## WHAT THE TASK REQUIRES:
Retype every entry below without pictures.

Collected data entries
★ ★ ★ ★

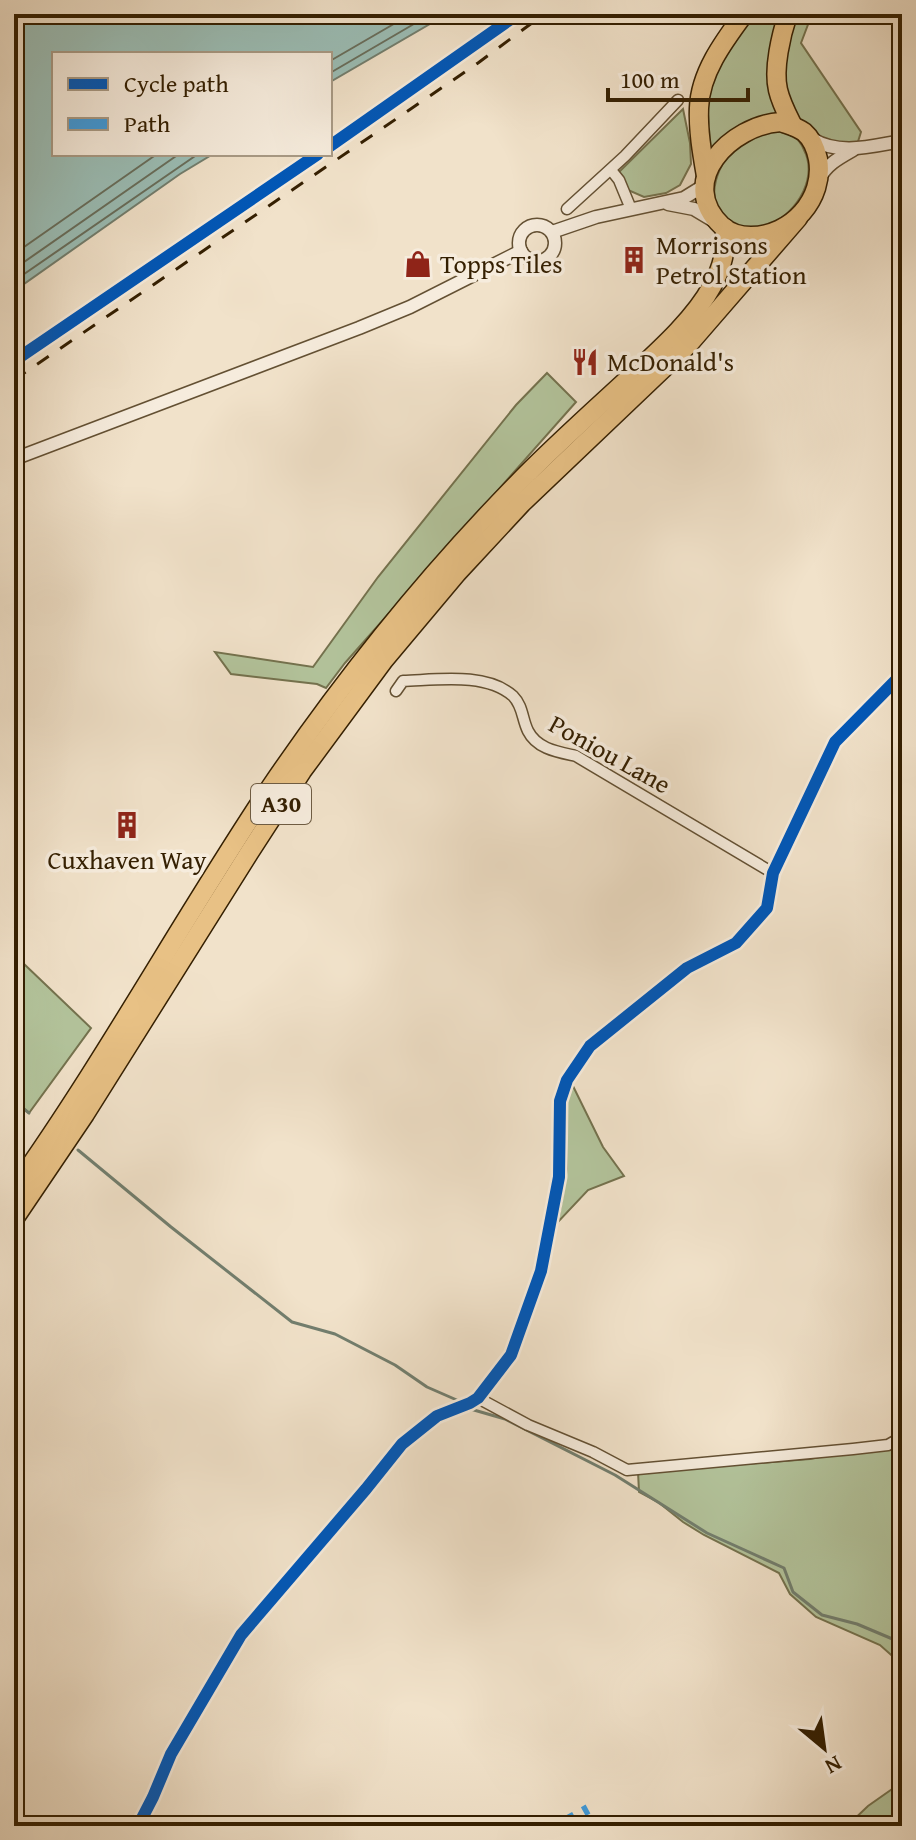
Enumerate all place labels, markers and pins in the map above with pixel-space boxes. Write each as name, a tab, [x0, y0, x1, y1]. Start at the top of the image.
place label: Morrisons Petrol Station	[656, 225, 807, 294]
place label: Topps Tiles	[440, 244, 563, 283]
building icon: Morrisons Petrol Station	[619, 245, 649, 275]
shop icon: Topps Tiles	[403, 249, 433, 279]
place label: McDonald's	[607, 342, 734, 381]
restaurant icon: McDonald's	[570, 347, 600, 377]
building icon: Cuxhaven Way	[112, 810, 142, 840]
place label: Cuxhaven Way	[47, 840, 207, 879]

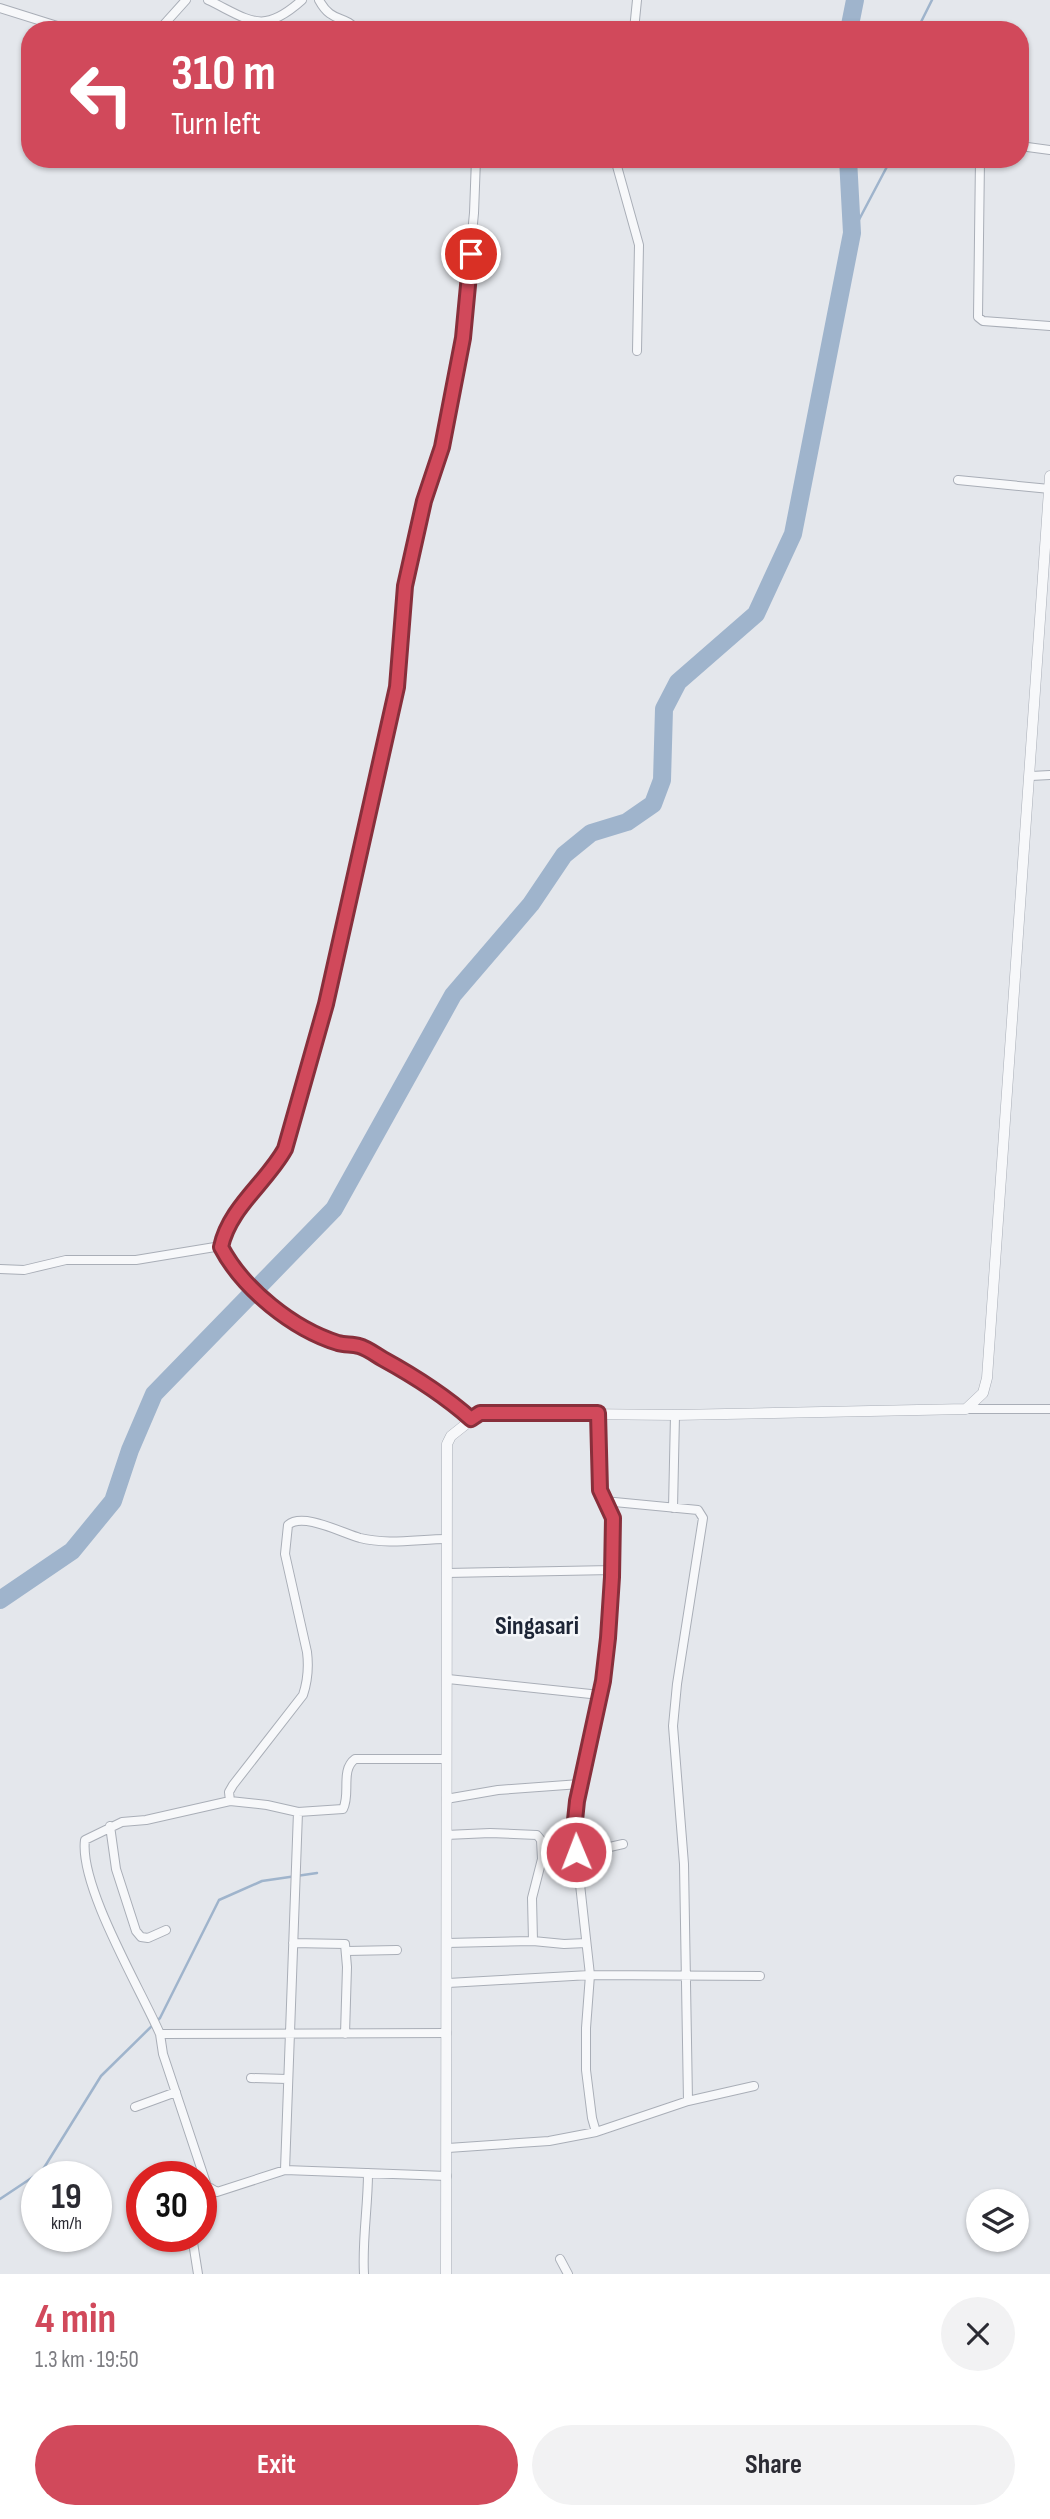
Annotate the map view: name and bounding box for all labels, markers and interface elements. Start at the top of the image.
text: 310 m [171,45,276,104]
icon: left [56,49,147,140]
text: Turn left [171,105,261,144]
pin [441,224,501,284]
icon: arrive [452,235,490,273]
district label: Singasari [495,1611,579,1642]
position arrow [539,1815,613,1889]
speed limit sign: 30 [126,2161,217,2252]
text: 19 [51,2176,82,2219]
map controls [966,2189,1029,2252]
button: layers [966,2189,1029,2252]
text: km/h [51,2213,82,2234]
text: 4 min [35,2294,116,2345]
button: close [941,2297,1015,2371]
text: 1.3 km · 19:50 [35,2346,139,2374]
button: Exit [35,2425,518,2505]
button: Share [532,2425,1015,2505]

★ ★ ★ ★

## RESULT FOR THIS EXERCISE:
Enumerate all place labels, markers and pins in the map above with pixel-space boxes. Write each as name, a tab, [x0, y0, x1, y1]. Start at the top of the image.
place label: Morrisons Petrol Station	[656, 225, 807, 294]
place label: Topps Tiles	[440, 244, 563, 283]
building icon: Morrisons Petrol Station	[619, 245, 649, 275]
shop icon: Topps Tiles	[403, 249, 433, 279]
place label: McDonald's	[607, 342, 734, 381]
restaurant icon: McDonald's	[570, 347, 600, 377]
building icon: Cuxhaven Way	[112, 810, 142, 840]
place label: Cuxhaven Way	[47, 840, 207, 879]

Annotate the map view: name and bounding box for all labels, markers and interface elements. Start at the top of the image.
text: 310 m [171,45,276,104]
icon: left [56,49,147,140]
text: Turn left [171,105,261,144]
pin [441,224,501,284]
icon: arrive [452,235,490,273]
district label: Singasari [495,1611,579,1642]
position arrow [539,1815,613,1889]
speed limit sign: 30 [126,2161,217,2252]
text: 19 [51,2176,82,2219]
map controls [966,2189,1029,2252]
button: layers [966,2189,1029,2252]
text: km/h [51,2213,82,2234]
text: 4 min [35,2294,116,2345]
button: close [941,2297,1015,2371]
text: 1.3 km · 19:50 [35,2346,139,2374]
button: Exit [35,2425,518,2505]
button: Share [532,2425,1015,2505]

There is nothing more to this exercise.